• **Exercise goal**:
An image-free, exact copy of the records below is required.

Segment Start: Data

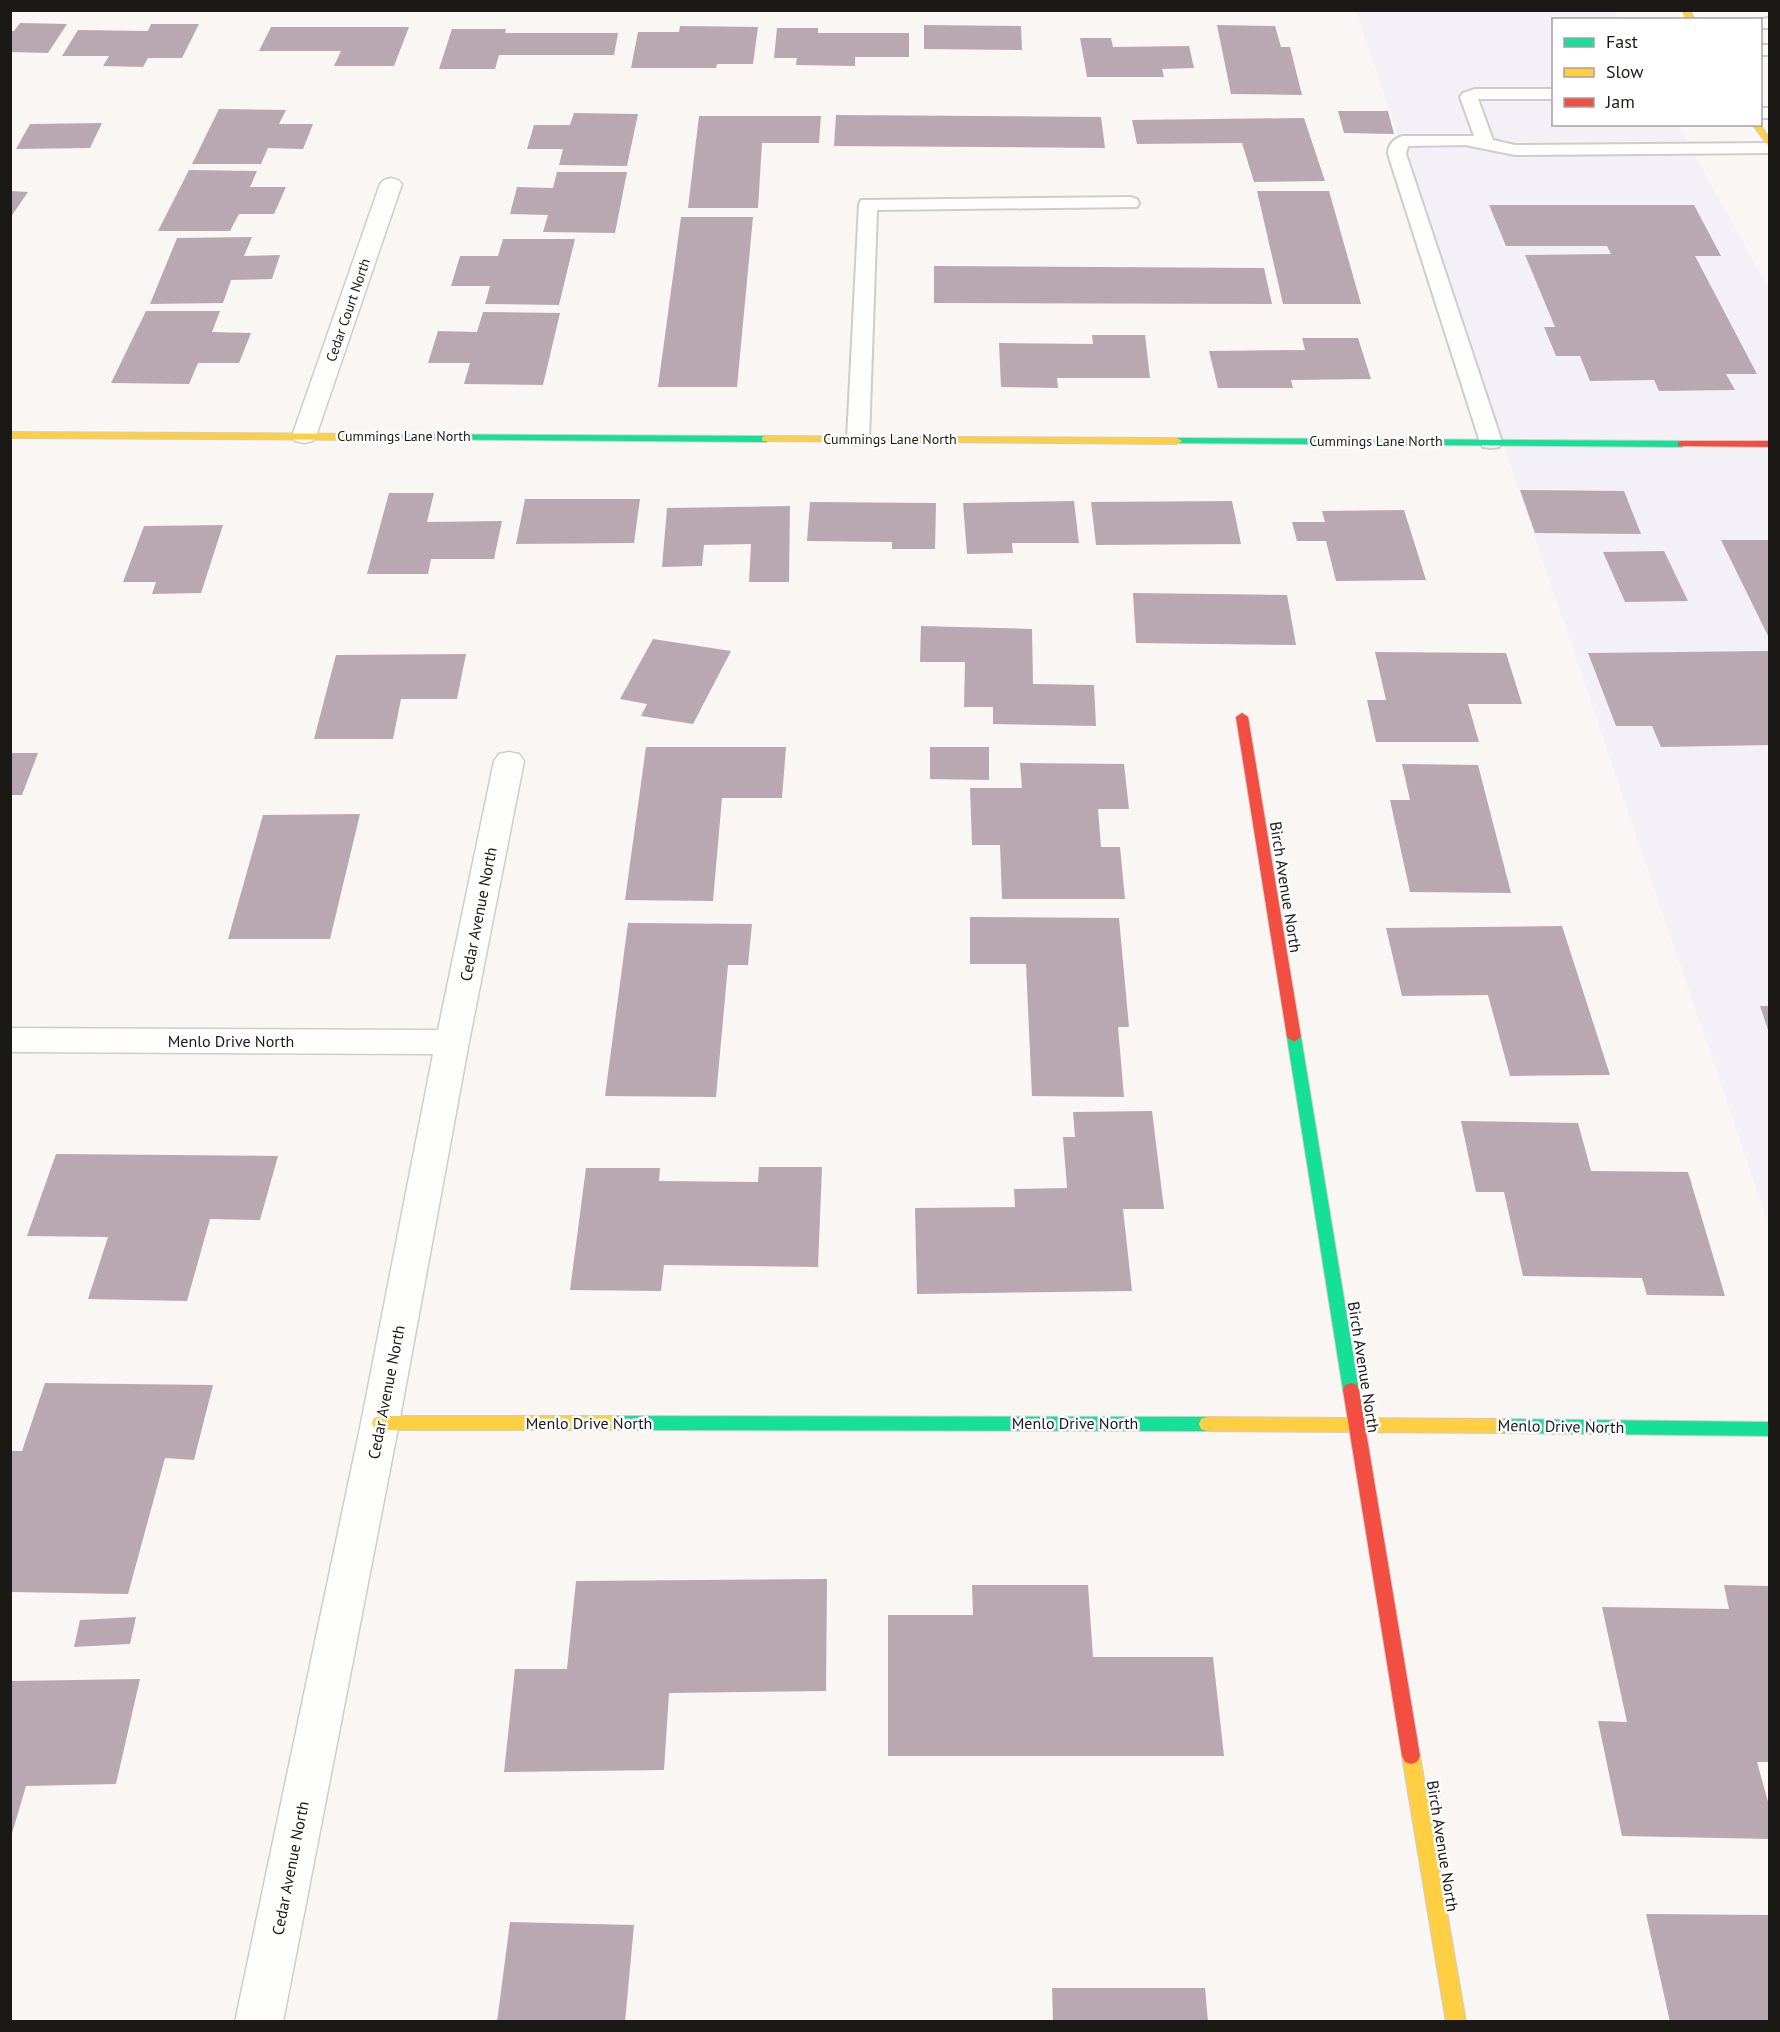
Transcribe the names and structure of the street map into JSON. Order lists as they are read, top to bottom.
{
  "streets": {
    "street": [
      "Cedar Court North",
      "Cummings Lane North",
      "Birch Avenue North",
      "Cedar Avenue North",
      "Menlo Drive North"
    ]
  },
  "crossings": [
    ["Cedar Court North", "Cummings Lane North"],
    ["Birch Avenue North", "Menlo Drive North"],
    ["Cedar Avenue North", "Menlo Drive North"]
  ],
  "legend": ["Fast", "Slow", "Jam"]
}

Segment End: Data

• **Exercise response**:
Transcribe the names and structure of the street map into JSON. Order lists as they are read, top to bottom.
{
  "streets": {
    "street": [
      "Cedar Court North",
      "Cummings Lane North",
      "Birch Avenue North",
      "Cedar Avenue North",
      "Menlo Drive North"
    ]
  },
  "crossings": [
    ["Cedar Court North", "Cummings Lane North"],
    ["Birch Avenue North", "Menlo Drive North"],
    ["Cedar Avenue North", "Menlo Drive North"]
  ],
  "legend": ["Fast", "Slow", "Jam"]
}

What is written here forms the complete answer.